Ad un cenno del Duca Hejör mise a terra la bambina. L’Arcidruido si chinò a parlare alla Principessa che, confusa e insonnolita, si stropicciava gli occhi con le mani.

Ascoltate, Altezza”, esordì Sveigder, “è desiderio di vostro padre che voi partiate con questi uomini. Conoscete il Duca Fjölnir, vero? Lui è un caro amico di vostro padre ed avrà cura di voi.

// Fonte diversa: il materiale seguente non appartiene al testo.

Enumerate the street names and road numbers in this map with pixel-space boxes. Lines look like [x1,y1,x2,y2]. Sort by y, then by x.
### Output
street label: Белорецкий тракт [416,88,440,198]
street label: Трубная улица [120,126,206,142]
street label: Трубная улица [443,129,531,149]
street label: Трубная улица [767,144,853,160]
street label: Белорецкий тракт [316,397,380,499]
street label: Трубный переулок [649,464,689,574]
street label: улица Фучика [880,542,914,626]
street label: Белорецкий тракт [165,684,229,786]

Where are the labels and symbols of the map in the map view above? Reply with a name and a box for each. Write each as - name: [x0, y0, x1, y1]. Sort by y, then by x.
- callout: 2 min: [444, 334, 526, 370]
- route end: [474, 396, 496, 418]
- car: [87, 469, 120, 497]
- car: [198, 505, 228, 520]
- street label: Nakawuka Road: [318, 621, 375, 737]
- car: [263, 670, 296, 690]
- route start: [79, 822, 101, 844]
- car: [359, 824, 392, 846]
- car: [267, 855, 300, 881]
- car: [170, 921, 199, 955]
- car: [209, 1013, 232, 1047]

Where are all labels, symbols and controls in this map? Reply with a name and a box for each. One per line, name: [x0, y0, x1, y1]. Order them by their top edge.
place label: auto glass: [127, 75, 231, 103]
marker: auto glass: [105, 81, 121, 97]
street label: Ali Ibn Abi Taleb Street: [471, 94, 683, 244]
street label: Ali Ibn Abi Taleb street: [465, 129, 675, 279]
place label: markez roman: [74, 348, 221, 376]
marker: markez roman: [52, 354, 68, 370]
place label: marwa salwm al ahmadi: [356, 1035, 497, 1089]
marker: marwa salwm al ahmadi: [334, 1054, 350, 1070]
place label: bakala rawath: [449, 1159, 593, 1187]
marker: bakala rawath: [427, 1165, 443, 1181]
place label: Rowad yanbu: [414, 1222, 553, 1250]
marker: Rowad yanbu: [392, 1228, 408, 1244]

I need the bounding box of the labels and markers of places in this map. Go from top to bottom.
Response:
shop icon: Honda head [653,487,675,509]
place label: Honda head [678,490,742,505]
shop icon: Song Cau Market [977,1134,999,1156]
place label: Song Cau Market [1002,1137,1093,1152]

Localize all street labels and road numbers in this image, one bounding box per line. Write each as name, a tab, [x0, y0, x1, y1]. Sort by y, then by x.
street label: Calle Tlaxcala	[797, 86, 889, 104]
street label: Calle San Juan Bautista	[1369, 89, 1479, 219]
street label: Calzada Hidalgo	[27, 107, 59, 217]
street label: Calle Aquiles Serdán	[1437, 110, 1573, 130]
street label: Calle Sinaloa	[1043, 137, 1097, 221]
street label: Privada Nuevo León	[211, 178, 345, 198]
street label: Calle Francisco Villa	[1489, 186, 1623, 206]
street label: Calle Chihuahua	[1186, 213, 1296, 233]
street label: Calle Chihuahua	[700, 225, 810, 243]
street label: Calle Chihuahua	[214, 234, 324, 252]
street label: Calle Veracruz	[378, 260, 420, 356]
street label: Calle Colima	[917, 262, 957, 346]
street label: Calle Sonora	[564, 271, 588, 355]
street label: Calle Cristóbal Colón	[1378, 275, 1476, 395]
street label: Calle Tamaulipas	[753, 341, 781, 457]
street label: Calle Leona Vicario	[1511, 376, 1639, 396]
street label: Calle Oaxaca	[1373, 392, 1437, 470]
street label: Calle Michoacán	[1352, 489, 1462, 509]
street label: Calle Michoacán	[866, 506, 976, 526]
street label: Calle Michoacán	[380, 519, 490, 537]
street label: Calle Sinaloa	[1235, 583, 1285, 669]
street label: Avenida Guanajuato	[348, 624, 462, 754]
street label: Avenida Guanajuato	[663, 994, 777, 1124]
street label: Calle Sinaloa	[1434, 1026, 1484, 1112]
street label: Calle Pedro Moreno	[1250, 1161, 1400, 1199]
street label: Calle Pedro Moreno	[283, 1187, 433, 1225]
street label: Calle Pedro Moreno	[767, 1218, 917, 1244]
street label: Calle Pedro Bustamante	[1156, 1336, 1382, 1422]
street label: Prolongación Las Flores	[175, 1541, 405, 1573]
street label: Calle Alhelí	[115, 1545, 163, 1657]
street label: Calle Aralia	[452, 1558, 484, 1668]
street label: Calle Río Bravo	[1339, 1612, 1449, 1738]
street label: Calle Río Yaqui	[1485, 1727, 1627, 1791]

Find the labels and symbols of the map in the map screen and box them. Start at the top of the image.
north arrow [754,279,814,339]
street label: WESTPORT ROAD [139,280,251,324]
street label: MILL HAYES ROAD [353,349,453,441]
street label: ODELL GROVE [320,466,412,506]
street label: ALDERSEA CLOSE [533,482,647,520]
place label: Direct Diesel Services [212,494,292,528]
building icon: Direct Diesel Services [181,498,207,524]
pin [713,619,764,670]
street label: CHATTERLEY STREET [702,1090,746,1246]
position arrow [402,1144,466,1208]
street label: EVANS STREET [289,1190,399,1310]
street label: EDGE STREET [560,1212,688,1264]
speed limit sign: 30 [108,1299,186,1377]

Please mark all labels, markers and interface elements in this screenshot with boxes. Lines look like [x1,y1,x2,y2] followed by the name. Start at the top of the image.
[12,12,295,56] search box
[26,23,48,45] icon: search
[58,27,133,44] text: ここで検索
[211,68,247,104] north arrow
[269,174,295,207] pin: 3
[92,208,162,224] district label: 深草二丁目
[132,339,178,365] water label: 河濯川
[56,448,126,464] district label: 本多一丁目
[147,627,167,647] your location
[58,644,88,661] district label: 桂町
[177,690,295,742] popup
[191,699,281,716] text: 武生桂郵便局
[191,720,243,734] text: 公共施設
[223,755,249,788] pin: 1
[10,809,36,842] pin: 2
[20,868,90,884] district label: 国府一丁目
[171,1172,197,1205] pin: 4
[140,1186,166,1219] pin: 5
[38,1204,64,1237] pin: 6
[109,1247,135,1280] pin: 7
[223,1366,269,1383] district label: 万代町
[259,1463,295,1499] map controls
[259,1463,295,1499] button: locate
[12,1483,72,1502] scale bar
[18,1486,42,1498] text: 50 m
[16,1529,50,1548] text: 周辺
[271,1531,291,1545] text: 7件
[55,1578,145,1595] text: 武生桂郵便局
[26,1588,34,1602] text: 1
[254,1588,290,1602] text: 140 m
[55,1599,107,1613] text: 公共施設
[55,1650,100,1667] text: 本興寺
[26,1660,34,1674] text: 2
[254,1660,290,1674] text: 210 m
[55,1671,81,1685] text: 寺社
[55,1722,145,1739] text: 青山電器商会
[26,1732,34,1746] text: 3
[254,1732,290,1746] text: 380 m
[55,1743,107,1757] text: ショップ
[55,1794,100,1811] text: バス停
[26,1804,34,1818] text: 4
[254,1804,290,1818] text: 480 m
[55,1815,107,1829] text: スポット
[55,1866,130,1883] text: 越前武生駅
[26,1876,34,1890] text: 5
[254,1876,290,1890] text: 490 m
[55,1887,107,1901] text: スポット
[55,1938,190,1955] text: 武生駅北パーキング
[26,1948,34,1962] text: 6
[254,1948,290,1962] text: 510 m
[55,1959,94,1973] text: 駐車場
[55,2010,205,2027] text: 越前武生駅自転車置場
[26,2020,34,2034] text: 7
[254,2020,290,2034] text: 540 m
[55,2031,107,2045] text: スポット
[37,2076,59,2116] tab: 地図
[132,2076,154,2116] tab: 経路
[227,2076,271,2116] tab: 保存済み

Avete capito, Principessa?”

E mio padre? Verrà con me?”

Sveigder scambiò un'occhiata significativa con il Duca, poi fece un profondo respiro.

Più avanti” disse, riuscendo miracolosamente a suonare convincente. “Più avanti vostro padre verrà da voi, ma nel frattempo voi dovrete ubbidire al Duca e fare il volere del re. Rendetelo fiero di voi.”

Arianrhod rimase a bocca aperta qualche secondo, quindi annuì esitante. Si lasciò sollevare sul cavallo governato da Hejör; gli altri uomini, con il Duca in testa, montarono i loro cavalli e, in fila indiana e silenziosamente, uscirono nella notte.

La cavalcata dello sparuto gruppo durò alcune ore, ma Arianrhod non si lasciò sfuggire neanche un lamento: doveva essere coraggiosa per non deludere suo padre, per il quale nutriva una smodata ammirazione. Nonostante la testa le ciondolasse dal sonno, non si arrese, e rimase sveglia per tutta la durata del viaggio.

Nel tardo pomeriggio giunsero in vista della piccola baia di Bergkvara, sulla costa sud della Svezia.

Ad attenderli in una piccola insenatura era ancorata una nave. Era una nave di medie dimensioni, capace di portare un nutrito numero di soldati, mantenendo al contempo una velocità superiore a quella delle navi mercantili. Arianrhod la osservò a bocca aperta: ai suoi occhi infantili la nave sembrava enorme, ed era la prima volta che viaggiava per mare. Non sapeva dove sarebbe stata portata, ma intuiva che quello sarebbe stato il viaggio più lungo che avesse mai intrapreso nella sua giovane vita.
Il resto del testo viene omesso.